# Hi HTS! Room size question here



## justin72 (Mar 7, 2013)

Noob here, 
I am planning to upgrade my take classic to something more powerful. I keep hearing about small/medium/large rooms...is there some sort of standard to go by? I was leaning towards the Aperion intimus 4t hybrid. My listening/viewing area is about 12x15 but the room is 15x20. unfortunately the room isn't dedicated, it's sort of cut in half. Half den, half eating area. Is this ht area considered small? Any info would be great! Thanks.:help: Cathedral ceiling too.


----------



## tonyvdb (Sep 5, 2007)

15x20 would be about medium sized, the height of your ceilings will also play a big part.


----------



## Jungle Jack (Jul 28, 2009)

Hello,
Welcome to HTS. Upgrading from the Energy Take Classic should provide for a major upgrade. Aperion makes a great speaker. 
Cheers,
JJ


----------



## mechman (Feb 8, 2007)

Welcome to the forum.
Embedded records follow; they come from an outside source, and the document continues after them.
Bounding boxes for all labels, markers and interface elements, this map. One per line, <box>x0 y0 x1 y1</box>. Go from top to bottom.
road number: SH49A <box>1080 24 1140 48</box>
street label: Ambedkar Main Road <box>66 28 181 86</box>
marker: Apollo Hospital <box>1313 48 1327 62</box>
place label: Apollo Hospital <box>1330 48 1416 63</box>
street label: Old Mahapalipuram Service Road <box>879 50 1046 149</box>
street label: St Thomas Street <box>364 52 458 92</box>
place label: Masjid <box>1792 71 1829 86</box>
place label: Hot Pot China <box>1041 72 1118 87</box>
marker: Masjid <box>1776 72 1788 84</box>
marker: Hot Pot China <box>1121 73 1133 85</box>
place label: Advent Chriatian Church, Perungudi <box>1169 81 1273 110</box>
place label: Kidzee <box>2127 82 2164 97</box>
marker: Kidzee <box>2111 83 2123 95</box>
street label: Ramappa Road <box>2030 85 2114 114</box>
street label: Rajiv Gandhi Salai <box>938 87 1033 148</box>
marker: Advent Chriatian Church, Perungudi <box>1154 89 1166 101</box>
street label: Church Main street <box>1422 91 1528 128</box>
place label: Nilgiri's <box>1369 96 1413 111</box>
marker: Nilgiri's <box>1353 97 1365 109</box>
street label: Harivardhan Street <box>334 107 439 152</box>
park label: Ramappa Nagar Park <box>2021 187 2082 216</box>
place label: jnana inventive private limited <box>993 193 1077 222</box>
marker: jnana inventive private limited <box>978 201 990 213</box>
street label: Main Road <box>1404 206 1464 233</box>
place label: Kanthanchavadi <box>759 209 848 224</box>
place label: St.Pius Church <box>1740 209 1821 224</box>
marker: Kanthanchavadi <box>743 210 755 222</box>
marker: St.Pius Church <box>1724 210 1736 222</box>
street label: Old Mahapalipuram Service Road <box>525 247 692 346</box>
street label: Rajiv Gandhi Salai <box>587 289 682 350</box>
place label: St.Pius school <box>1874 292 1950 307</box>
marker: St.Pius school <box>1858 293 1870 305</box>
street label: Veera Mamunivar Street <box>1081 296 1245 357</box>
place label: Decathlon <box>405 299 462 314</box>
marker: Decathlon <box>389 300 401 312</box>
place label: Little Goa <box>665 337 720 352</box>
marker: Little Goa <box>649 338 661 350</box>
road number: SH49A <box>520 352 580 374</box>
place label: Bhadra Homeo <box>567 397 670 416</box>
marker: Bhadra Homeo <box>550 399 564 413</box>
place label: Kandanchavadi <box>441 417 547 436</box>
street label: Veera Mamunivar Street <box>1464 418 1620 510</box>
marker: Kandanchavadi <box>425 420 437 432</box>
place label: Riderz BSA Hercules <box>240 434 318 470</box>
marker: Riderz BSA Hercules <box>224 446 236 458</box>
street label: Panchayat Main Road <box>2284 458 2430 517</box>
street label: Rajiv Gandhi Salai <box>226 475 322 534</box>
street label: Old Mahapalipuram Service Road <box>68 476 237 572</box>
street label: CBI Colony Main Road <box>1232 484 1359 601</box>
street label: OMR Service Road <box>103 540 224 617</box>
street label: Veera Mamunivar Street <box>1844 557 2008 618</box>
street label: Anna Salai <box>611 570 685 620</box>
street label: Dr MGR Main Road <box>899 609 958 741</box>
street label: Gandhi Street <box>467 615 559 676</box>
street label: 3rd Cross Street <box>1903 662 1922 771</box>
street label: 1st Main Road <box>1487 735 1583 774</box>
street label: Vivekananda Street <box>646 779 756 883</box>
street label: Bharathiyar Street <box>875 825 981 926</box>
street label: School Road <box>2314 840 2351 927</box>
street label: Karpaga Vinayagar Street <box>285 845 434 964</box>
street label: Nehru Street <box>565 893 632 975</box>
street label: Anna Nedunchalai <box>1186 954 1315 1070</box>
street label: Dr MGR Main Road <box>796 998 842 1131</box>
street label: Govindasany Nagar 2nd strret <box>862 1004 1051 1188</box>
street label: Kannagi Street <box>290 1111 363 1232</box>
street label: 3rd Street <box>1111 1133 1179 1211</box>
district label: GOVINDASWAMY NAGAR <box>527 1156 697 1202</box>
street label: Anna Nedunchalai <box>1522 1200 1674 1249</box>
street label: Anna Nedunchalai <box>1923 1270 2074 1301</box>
Good to have you aboard! :T


----------



## JQueen (Jan 11, 2012)

Welcome to the Shack!


----------



## koyaan (Mar 2, 2010)

I would think you'd need to consider the full 15X20 as room size as the system will need to cope with the space acoustically and the cieling hieght also makes the room larger.


----------



## justin72 (Mar 7, 2013)

Thanks for the welcomes and the advice! I am having a hard time navigating this site still so sorry for not replying sooner.


----------